» **Task to carry out**
When counting, include every line of the data that holds "direction", then state the total alone.

[Records contained in a dataset]
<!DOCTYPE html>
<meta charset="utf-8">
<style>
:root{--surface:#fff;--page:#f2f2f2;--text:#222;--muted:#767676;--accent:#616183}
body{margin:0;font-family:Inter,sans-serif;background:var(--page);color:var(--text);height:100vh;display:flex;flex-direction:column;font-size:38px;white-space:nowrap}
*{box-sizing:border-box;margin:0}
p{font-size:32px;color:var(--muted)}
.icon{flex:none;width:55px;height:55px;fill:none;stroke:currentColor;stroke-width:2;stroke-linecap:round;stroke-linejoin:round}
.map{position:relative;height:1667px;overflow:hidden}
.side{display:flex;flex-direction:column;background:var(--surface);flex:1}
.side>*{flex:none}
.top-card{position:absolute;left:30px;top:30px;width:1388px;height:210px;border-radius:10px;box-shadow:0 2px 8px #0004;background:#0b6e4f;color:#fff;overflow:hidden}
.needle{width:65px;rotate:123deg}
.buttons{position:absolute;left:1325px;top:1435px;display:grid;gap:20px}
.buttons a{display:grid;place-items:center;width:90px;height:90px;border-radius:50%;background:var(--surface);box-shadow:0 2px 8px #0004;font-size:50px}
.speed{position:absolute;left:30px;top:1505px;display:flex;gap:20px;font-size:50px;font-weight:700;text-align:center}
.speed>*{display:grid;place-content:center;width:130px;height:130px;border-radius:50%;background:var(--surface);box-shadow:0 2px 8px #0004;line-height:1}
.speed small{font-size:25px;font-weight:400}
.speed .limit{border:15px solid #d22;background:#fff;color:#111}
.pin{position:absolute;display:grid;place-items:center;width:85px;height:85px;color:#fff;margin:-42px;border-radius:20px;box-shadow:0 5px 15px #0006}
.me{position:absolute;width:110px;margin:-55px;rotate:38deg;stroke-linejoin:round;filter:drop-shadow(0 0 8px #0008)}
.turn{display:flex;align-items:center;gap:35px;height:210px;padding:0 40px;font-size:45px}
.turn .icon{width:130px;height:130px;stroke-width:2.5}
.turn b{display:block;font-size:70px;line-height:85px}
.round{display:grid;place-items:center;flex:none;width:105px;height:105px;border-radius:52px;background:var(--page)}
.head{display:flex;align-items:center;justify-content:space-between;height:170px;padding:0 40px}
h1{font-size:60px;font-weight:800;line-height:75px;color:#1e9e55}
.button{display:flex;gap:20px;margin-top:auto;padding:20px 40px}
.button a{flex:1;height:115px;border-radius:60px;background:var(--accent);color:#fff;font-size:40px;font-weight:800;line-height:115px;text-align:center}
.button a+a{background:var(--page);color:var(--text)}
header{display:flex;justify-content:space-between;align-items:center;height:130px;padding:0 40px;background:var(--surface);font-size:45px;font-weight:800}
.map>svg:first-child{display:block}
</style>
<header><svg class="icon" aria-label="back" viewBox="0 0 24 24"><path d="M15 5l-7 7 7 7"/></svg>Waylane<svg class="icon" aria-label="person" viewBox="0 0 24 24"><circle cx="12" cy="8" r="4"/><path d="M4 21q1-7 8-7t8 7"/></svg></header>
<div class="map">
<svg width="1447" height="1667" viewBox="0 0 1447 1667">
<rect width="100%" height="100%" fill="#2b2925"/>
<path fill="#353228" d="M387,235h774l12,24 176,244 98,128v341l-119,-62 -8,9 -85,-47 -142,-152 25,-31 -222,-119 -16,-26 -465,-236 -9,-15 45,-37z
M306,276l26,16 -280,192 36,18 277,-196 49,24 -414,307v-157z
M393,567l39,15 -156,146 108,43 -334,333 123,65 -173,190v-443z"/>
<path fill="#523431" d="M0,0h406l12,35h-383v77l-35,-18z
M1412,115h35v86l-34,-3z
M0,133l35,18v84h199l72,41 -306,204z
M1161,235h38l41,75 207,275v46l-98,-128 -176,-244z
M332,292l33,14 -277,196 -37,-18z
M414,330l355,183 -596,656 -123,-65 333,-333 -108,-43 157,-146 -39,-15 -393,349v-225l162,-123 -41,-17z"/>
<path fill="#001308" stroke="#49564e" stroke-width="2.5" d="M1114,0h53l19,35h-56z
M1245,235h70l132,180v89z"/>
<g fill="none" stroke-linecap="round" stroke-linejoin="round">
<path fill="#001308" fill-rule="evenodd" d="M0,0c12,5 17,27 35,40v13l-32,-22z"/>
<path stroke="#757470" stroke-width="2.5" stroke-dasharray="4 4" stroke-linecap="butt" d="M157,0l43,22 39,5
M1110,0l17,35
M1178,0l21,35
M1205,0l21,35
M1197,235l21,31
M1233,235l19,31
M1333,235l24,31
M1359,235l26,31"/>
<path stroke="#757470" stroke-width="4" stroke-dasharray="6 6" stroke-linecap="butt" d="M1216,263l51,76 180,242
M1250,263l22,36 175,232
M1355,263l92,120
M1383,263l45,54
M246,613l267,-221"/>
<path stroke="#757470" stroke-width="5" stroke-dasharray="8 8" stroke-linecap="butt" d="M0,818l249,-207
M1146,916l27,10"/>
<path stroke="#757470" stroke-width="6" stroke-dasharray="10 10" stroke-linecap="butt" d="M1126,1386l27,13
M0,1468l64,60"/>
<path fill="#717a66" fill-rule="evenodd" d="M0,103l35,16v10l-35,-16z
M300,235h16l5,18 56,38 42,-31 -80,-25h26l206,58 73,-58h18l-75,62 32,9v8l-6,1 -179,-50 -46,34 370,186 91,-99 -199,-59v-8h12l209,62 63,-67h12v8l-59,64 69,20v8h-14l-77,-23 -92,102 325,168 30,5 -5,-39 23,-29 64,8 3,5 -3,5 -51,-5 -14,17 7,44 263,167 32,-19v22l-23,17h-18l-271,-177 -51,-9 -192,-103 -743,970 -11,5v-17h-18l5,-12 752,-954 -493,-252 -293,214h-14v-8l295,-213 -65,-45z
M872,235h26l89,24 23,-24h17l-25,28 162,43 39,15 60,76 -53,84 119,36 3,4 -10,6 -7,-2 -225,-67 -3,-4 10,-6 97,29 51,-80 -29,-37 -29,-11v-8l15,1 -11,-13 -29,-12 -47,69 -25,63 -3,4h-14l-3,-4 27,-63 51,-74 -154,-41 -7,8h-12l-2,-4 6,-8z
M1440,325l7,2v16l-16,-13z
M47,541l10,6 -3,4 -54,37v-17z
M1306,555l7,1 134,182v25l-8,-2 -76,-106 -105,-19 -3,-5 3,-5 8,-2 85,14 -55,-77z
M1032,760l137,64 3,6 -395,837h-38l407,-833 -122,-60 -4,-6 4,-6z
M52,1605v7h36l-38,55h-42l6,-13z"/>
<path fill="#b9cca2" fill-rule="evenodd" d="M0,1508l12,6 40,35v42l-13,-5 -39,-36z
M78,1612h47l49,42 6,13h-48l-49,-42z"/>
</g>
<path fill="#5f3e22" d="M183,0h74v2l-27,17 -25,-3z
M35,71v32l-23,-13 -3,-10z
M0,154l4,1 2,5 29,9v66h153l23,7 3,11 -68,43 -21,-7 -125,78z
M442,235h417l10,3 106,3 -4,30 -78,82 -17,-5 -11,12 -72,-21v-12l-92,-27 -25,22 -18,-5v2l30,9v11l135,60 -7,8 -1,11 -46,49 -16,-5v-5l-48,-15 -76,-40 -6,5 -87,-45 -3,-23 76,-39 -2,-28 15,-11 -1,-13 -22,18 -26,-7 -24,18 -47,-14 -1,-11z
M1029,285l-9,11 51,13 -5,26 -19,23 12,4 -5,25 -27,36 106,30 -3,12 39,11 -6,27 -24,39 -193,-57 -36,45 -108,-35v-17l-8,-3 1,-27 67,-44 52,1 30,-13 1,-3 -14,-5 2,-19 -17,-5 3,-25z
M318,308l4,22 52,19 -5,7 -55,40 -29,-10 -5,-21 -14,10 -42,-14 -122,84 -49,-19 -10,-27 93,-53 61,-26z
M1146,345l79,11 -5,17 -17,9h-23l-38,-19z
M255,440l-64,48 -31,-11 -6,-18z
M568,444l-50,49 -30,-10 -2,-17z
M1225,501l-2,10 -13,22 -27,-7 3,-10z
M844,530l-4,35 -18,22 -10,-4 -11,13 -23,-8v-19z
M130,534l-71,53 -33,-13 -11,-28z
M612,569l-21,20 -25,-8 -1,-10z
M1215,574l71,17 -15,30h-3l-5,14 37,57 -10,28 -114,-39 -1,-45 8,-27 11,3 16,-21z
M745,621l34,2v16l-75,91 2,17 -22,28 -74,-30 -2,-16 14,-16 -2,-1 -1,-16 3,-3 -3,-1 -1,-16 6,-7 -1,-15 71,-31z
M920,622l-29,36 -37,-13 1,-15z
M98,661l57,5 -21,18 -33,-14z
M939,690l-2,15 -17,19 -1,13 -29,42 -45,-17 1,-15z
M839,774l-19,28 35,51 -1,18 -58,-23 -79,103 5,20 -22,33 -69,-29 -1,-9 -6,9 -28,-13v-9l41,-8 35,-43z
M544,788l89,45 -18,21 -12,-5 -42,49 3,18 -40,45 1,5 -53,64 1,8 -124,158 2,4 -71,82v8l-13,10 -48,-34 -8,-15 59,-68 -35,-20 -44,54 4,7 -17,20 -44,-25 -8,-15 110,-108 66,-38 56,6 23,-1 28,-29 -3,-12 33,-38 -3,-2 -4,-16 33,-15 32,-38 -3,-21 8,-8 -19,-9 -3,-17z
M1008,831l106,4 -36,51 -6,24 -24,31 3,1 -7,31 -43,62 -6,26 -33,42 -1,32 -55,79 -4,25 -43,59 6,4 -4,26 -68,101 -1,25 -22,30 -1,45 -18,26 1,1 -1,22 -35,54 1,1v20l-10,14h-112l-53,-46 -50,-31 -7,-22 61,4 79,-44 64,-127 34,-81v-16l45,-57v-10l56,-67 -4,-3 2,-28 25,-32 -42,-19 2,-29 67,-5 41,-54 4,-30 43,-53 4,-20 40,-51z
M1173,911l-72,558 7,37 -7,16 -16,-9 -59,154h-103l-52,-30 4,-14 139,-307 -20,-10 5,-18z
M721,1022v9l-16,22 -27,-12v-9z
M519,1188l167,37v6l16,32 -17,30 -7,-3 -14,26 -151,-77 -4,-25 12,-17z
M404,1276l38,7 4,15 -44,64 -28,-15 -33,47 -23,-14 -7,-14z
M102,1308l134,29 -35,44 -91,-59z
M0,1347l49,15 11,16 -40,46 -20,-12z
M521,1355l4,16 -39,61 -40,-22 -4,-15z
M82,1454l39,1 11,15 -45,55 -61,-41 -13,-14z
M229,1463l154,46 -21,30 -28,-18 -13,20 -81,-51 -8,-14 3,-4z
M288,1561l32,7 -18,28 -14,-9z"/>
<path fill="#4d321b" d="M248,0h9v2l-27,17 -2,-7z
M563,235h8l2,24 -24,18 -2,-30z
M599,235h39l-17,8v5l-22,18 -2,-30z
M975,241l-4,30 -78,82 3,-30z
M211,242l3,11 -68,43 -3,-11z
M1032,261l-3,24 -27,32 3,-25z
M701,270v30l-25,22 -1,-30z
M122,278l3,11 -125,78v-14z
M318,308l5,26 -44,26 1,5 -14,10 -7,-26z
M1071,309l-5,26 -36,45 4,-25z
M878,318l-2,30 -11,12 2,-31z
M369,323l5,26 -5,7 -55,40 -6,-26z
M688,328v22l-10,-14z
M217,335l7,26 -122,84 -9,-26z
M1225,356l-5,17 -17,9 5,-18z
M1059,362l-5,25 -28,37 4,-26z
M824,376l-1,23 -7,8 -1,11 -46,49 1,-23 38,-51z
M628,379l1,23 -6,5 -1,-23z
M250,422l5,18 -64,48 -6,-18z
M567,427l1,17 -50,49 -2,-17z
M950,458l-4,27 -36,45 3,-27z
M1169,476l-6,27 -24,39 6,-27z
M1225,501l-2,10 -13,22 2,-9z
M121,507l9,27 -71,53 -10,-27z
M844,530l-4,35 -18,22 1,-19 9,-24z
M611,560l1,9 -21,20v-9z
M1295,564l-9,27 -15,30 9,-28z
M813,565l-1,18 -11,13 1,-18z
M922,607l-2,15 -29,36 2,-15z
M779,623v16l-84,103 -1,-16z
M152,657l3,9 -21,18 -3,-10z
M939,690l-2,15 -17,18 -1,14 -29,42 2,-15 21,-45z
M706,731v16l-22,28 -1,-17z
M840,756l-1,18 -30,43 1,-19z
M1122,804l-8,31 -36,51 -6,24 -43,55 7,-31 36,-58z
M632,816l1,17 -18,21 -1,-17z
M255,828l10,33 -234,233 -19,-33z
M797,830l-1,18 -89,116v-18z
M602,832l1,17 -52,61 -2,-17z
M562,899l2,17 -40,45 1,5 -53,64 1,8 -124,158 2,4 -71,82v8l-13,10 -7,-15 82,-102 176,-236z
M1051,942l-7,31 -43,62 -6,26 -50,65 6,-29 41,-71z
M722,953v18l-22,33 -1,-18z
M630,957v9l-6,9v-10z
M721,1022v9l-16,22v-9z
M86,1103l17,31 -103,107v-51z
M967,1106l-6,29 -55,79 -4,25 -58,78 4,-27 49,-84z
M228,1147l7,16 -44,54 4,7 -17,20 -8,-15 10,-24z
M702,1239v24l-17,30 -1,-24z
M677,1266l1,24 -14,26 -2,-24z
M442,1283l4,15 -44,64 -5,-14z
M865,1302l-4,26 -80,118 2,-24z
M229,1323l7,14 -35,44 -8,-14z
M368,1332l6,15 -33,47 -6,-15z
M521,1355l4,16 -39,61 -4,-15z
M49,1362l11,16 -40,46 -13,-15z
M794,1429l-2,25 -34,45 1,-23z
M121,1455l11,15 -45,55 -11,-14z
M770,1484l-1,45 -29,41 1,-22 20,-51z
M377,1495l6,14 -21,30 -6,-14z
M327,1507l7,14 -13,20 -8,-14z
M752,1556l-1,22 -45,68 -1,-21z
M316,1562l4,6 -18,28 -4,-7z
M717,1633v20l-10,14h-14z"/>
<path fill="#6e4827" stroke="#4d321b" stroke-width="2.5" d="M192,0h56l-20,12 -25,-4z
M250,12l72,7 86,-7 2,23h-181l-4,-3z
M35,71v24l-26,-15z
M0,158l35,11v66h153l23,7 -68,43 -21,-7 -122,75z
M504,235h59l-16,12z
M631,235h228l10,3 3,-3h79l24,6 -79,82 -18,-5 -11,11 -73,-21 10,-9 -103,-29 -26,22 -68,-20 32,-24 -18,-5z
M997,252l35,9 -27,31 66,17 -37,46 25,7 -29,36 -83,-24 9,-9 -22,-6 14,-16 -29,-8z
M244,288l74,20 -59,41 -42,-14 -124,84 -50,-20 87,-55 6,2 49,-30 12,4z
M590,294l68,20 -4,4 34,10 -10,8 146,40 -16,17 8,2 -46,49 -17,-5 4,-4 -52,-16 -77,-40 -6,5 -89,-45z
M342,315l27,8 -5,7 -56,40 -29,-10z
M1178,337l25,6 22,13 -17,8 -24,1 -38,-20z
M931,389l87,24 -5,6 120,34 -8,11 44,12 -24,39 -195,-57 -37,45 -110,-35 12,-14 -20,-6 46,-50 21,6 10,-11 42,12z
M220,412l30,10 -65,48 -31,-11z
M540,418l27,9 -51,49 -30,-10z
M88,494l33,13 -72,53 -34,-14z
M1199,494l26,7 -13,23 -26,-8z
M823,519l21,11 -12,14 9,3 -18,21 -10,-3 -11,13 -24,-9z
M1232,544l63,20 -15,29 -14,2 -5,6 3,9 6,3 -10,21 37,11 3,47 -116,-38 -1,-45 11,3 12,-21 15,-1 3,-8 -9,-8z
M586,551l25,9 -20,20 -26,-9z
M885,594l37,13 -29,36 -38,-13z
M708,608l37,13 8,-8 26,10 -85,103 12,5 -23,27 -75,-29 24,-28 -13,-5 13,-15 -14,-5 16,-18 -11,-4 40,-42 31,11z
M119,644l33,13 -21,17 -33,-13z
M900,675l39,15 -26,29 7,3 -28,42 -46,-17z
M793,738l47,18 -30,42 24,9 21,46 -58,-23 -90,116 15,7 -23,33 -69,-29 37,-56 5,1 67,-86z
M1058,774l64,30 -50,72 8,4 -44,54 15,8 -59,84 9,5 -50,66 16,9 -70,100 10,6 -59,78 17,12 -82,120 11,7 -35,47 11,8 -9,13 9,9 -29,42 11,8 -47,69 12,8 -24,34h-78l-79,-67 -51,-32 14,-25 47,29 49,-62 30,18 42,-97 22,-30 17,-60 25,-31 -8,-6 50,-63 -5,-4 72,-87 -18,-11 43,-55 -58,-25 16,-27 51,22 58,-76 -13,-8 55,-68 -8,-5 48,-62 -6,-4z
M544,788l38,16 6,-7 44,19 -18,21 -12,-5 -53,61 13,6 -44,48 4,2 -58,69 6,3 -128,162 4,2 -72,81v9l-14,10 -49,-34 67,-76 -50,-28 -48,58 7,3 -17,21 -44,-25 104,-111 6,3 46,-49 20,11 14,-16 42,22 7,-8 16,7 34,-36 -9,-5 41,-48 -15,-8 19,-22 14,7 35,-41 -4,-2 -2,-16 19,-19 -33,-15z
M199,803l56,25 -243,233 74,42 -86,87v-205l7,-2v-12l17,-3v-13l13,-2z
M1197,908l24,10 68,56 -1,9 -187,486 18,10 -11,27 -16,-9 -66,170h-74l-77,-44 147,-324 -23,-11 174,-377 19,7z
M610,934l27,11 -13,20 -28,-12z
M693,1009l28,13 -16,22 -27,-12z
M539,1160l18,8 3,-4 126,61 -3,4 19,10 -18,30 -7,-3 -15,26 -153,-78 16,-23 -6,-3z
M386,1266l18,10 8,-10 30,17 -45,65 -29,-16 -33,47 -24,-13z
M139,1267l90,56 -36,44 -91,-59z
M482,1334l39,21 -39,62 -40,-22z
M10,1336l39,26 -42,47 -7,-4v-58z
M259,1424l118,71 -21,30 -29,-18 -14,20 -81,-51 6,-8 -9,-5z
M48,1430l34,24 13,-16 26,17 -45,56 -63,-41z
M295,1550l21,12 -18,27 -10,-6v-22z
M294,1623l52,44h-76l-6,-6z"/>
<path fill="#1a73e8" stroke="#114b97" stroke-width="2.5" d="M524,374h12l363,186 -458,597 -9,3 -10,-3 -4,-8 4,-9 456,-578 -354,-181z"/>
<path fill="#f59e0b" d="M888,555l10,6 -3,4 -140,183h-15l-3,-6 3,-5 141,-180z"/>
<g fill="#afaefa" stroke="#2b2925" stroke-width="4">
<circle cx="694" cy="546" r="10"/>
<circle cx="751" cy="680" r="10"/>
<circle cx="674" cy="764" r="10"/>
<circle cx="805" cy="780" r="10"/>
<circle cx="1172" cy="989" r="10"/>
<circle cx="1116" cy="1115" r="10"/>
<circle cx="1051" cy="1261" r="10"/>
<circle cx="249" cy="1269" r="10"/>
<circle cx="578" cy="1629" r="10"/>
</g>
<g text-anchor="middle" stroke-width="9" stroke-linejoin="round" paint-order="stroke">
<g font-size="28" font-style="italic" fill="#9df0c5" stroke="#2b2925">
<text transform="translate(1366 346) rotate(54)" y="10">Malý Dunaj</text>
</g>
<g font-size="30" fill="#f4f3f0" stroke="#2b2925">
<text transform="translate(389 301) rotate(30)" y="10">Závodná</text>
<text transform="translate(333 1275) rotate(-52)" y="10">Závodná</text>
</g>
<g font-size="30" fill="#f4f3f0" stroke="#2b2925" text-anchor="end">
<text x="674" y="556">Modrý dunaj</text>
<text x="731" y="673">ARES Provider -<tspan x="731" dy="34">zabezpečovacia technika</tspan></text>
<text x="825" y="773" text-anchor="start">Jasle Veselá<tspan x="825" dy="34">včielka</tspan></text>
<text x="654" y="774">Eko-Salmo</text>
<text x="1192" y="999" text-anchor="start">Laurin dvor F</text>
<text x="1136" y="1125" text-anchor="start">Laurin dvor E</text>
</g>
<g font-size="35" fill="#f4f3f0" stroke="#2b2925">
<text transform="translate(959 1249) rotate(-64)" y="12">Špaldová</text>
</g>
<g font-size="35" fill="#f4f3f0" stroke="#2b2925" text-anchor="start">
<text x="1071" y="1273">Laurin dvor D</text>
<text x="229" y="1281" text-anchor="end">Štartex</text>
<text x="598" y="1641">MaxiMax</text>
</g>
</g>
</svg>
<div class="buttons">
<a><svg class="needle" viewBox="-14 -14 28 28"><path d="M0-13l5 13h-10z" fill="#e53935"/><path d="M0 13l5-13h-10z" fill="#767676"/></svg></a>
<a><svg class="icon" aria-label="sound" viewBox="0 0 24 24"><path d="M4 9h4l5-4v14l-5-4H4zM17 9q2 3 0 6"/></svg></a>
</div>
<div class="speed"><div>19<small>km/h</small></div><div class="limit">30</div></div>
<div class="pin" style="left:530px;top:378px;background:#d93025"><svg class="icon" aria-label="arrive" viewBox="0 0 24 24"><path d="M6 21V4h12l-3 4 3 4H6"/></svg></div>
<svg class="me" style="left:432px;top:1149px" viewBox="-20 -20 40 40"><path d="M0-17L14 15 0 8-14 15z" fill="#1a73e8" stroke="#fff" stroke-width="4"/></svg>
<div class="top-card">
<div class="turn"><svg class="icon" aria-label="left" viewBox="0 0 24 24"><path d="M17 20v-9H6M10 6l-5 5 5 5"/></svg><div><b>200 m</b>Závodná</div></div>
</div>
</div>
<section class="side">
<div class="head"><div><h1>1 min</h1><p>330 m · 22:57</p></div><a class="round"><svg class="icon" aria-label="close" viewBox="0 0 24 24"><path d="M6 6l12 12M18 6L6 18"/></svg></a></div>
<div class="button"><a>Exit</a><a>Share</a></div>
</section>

» **Solution**
2